Pubblicità

Mentre i salari nominali sono aumentati in quasi tutto il continente, l’inflazione ha eroso il potere d’acquisto in molte delle principali economie. Tra convergenza dell’Est e crisi dei “Big Four”, ecco chi ha vinto e chi ha perso negli ultimi cinque anni.

I numeri non mentono, ma a volte nascondono realtà amare. Se guardiamo ai dati nominali, tra il 2020 e il 2025 l’Europa sembrava vivere un’età dell’oro: una crescita salariale media del 21,9%. Ma la realtà, una volta sottratta l’inflazione, è un’altra: i cittadini dell’Unione Europea sono mediamente più poveri del 3%. Tuttavia, questo dato è la media tra chi galoppa e chi, come l’Italia, è in caduta libera.

Il paradosso dei confini: si sta meglio fuori dall’UE?

Uno dei dati più sorprendenti riguarda ciò che accade fuori dal perimetro dell’Eurozona e dell’Unione stessa. Mentre i “giganti” europei annaspano, i Paesi dell’Est e le nazioni extra-UE stanno vivendo un vero e proprio boom del potere d’acquisto.

In Bulgaria, i salari reali sono volati del 37,4%. Ma non è l’unico caso: anche in Russia, nonostante le sanzioni e l’economia di guerra, si è registrato un aumento massiccio dei salari nominali (spinti dalla carenza di manodopera e dalla produzione industriale) che, in molti settori, ha superato l’inflazione, garantendo una tenuta dei consumi che l’Occidente non si aspettava. La tendenza è chiara: fuori dai vincoli di Maastricht e dalle dinamiche dell’Eurozona, molti Paesi stanno riuscendo a proteggere — o addirittura aumentare — il benessere dei propri cittadini.

L’Italia: la “Maglia Nera” tra sogni infranti e realtà UE

In questo scenario, l’Italia rappresenta il caso più drammatico. Con un crollo del potere d’acquisto del 9,2%, siamo l’ultima carrozza del treno europeo.

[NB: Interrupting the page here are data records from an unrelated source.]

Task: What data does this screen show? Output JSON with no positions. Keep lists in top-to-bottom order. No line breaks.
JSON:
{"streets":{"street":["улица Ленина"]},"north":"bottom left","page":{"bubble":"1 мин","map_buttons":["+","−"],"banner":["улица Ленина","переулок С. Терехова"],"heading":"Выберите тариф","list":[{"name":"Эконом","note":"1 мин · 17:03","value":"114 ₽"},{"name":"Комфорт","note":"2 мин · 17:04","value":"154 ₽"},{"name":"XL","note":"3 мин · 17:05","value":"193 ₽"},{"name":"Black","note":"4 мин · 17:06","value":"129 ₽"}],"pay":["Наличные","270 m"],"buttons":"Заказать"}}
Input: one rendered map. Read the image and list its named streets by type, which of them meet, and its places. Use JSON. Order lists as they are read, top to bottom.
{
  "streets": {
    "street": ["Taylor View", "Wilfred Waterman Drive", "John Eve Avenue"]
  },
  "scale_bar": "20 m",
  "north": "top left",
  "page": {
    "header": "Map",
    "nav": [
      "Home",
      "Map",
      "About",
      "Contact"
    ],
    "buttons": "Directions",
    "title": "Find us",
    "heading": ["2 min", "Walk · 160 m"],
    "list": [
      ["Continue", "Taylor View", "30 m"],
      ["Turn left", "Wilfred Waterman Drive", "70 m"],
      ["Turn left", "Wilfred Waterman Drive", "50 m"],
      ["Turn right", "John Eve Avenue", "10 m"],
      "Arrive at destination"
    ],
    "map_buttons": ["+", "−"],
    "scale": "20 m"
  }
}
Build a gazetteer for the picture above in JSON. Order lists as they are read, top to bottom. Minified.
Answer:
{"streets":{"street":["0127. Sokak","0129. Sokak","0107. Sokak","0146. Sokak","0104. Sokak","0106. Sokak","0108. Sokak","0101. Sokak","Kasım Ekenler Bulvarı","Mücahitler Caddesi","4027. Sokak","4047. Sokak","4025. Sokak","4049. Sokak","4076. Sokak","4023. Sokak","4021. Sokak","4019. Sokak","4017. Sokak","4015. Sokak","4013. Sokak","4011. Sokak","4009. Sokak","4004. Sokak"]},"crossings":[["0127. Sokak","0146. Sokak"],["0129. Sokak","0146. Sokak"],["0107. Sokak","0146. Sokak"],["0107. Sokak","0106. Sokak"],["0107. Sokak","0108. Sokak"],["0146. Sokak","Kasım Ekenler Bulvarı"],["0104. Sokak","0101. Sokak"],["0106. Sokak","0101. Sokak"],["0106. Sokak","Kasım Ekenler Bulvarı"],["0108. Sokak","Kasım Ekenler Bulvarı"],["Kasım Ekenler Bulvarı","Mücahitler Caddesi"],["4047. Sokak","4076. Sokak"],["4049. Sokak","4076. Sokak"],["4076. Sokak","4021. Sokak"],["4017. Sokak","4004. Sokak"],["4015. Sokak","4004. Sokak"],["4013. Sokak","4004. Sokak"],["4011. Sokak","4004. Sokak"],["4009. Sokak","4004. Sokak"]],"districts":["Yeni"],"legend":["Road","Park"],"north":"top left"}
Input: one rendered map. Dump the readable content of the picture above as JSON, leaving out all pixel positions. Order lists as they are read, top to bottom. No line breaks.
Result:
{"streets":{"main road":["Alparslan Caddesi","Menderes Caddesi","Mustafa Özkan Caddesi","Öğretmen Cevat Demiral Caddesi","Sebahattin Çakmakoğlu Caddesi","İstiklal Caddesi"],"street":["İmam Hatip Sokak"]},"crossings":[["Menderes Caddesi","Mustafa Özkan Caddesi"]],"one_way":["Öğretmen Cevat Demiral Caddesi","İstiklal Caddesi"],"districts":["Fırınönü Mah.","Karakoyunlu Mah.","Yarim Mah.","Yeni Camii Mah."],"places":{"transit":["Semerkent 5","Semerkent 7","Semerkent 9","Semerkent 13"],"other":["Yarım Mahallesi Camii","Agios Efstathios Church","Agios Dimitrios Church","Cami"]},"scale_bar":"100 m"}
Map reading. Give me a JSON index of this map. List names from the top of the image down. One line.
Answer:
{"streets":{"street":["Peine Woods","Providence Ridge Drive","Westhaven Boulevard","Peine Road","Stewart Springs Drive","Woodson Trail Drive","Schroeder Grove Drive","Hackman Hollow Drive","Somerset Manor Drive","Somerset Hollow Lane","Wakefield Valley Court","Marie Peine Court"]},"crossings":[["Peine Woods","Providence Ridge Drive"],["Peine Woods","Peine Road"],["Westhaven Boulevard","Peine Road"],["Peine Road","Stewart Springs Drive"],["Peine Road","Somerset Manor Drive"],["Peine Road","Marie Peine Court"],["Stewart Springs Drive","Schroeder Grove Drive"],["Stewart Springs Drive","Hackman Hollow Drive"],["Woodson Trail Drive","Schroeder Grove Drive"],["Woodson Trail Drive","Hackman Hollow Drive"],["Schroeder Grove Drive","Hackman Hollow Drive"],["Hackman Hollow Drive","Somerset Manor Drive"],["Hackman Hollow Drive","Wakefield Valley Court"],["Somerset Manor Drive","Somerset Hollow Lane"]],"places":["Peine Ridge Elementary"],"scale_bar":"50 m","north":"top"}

È innegabile che l’architettura dell’Unione Europea abbia imposto all’Italia vincoli che il nostro sistema economico non è riuscito a metabolizzare. Ma la colpa è solo di Bruxelles? L’analisi suggerisce che l’impoverimento attuale sia il frutto di un mix tossico tra fattori esterni e decenni di politiche interne incerte:

  • L’eredità del “Berlusconismo”: un periodo caratterizzato da promesse di rivoluzioni liberali mai del tutto compiute e una spesa pubblica che non ha saputo trasformarsi in investimenti produttivi.
  • Il rigore del “Prodismo”: l’ingresso nell’Euro a ogni costo e le politiche di austerità che, pur risanando i conti, hanno compresso la domanda interna e i salari.

Questo “ibrido” politico, incapace di scegliere tra crescita aggressiva e protezione sociale, ci ha lasciati nudi di fronte all’inflazione degli ultimi anni.

I numeri della disfatta

Il confronto con i partner europei è impietoso. Mentre la Germania e la Francia hanno perso circa il 3% (comunque troppo), l’Italia ha visto i salari nominali crescere solo del 9,5% in cinque anni, contro un’inflazione molto più alta.

I vincitori e i perdenti (Variazione salario reale 2020-2025):

  1. Bulgaria: +37,4% (Fuori dall’Euro)
  2. Serbia: +25,4% (Fuori dall’UE)
  3. Lituania: +21,1% …
  4. Francia: -3,3% (Big UE)
  5. Spagna: -5,9% (Big UE)
  6. Italia: -9,2% (Big UE)

Conclusioni: un futuro fuori dal coro?

L’analisi dei dati Euronews/Eurostat ci dice che l’appartenenza al grande blocco UE non è più garanzia di ricchezza. Se i Paesi che un tempo consideravamo “poveri” (Bulgaria, Romania, Serbia) stanno correndo e la Russia riesce a tenere il passo, l’Italia sembra intrappolata in un declino strutturale. Tra i fantasmi delle politiche economiche di vent’anni fa e un’Europa che sembra correre a due velocità, il rischio è che il “bel paese” diventi definitivamente la riserva a basso costo del continente.


Dati basati su elaborazioni Euronews/Eurostat e analisi macroeconomiche 2026.